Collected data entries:
+ + + + +
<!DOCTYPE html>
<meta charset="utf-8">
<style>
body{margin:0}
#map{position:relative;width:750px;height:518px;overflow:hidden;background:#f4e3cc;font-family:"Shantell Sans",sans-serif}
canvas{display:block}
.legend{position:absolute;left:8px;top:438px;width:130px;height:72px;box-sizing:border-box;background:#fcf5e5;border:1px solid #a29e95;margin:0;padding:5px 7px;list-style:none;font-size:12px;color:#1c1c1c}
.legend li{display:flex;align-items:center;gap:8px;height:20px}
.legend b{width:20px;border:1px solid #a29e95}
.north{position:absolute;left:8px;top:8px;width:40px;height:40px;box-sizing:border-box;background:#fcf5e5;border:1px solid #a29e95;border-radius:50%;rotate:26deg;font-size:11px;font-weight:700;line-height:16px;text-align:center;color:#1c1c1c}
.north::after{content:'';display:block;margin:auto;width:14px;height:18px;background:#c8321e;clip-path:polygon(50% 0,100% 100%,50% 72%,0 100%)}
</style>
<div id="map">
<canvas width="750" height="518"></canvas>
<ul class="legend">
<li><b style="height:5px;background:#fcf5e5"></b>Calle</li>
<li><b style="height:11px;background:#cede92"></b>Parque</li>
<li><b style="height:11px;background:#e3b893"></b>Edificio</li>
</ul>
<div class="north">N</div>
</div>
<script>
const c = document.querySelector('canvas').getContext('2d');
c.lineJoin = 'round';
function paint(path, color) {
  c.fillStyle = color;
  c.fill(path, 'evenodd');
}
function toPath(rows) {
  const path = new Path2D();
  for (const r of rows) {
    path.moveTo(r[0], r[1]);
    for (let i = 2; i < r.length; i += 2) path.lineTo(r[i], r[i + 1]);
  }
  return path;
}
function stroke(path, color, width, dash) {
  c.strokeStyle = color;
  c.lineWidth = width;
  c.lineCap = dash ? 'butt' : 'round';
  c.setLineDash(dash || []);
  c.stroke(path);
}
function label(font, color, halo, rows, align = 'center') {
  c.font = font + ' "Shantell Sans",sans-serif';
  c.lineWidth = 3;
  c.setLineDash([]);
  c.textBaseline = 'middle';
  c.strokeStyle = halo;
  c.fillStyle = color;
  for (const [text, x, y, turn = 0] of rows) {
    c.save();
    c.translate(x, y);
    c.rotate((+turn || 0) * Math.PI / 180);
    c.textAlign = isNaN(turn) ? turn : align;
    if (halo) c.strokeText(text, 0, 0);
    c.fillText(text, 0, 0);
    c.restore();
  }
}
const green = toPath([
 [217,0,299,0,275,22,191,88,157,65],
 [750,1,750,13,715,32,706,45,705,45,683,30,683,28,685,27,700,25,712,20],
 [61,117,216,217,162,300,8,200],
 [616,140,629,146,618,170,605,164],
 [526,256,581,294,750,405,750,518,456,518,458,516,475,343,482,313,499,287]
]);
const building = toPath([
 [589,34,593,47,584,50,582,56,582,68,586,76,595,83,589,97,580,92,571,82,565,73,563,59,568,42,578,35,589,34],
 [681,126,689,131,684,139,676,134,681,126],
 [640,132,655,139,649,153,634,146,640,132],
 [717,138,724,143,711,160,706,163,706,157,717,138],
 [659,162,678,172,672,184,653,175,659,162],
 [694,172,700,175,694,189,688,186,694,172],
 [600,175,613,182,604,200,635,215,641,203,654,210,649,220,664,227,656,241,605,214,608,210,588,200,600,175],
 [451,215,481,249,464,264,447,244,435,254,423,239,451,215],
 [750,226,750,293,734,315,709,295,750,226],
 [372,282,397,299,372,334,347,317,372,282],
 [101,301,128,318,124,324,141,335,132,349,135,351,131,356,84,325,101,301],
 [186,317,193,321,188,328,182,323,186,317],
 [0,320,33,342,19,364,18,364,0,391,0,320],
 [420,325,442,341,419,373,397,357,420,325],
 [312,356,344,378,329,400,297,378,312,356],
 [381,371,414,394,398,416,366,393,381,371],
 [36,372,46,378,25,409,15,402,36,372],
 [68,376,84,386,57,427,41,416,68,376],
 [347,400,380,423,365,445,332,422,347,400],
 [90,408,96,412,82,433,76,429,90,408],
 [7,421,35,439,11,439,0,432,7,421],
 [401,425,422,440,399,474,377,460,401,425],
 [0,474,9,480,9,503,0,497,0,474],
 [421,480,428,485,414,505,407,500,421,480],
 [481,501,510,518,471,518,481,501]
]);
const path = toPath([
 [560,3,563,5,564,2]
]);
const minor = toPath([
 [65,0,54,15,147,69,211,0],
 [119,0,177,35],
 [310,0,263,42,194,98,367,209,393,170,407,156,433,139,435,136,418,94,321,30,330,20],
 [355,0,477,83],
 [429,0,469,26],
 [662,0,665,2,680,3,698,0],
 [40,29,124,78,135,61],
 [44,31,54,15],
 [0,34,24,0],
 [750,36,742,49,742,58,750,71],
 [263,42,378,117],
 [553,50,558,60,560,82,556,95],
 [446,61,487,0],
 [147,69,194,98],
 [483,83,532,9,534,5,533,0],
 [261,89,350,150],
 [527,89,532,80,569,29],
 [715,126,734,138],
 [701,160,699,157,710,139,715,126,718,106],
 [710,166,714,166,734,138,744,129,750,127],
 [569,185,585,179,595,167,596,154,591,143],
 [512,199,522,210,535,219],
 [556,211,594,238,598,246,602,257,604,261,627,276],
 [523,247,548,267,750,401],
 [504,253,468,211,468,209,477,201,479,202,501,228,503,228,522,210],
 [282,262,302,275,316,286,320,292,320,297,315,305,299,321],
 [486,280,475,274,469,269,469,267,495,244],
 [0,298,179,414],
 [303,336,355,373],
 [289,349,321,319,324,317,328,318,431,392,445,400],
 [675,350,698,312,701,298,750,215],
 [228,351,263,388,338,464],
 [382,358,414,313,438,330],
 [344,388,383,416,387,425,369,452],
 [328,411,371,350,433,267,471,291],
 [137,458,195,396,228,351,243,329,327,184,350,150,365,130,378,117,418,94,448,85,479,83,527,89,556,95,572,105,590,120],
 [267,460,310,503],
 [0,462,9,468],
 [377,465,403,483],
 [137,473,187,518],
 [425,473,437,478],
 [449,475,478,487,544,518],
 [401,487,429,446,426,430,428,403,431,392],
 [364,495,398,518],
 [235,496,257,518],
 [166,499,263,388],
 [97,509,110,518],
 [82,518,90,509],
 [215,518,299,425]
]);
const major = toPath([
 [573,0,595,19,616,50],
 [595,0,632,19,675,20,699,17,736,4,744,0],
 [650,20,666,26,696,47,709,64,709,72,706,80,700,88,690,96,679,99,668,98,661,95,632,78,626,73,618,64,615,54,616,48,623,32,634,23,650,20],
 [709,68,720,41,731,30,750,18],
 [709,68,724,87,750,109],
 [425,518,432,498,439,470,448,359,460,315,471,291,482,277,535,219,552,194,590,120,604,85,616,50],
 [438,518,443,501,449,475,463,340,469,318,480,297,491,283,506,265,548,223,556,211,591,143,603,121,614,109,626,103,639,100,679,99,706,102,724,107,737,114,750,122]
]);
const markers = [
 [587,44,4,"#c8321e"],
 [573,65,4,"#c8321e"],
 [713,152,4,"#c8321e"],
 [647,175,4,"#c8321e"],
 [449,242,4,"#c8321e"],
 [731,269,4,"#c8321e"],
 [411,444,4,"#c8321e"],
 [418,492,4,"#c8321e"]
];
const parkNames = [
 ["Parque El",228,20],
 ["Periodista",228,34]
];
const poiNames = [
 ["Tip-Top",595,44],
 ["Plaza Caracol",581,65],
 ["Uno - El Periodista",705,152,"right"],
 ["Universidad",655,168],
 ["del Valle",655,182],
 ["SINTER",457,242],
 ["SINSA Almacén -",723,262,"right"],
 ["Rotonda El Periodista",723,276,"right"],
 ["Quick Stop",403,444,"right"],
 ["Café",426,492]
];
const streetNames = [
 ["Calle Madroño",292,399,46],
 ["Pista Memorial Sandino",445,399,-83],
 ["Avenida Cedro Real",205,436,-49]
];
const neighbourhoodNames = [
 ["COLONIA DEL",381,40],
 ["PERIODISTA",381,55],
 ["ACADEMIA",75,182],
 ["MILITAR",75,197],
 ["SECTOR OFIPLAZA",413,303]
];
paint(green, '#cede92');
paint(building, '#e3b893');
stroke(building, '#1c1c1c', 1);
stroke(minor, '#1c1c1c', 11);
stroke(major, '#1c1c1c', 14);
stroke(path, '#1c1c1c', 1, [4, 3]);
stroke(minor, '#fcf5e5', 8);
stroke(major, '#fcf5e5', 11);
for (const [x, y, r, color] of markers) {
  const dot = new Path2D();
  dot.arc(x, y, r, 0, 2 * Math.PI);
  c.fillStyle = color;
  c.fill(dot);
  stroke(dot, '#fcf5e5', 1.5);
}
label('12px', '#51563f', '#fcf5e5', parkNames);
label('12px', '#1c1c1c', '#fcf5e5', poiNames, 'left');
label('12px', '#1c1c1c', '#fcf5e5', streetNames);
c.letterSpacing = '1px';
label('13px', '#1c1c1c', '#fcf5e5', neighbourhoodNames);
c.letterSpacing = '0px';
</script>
+ + + + +
Aim of the task -
Could you return every line from the entries above in which the string "halo" occurs?

Task answer -
function label(font, color, halo, rows, align = 'center') {
  c.strokeStyle = halo;
    if (halo) c.strokeText(text, 0, 0);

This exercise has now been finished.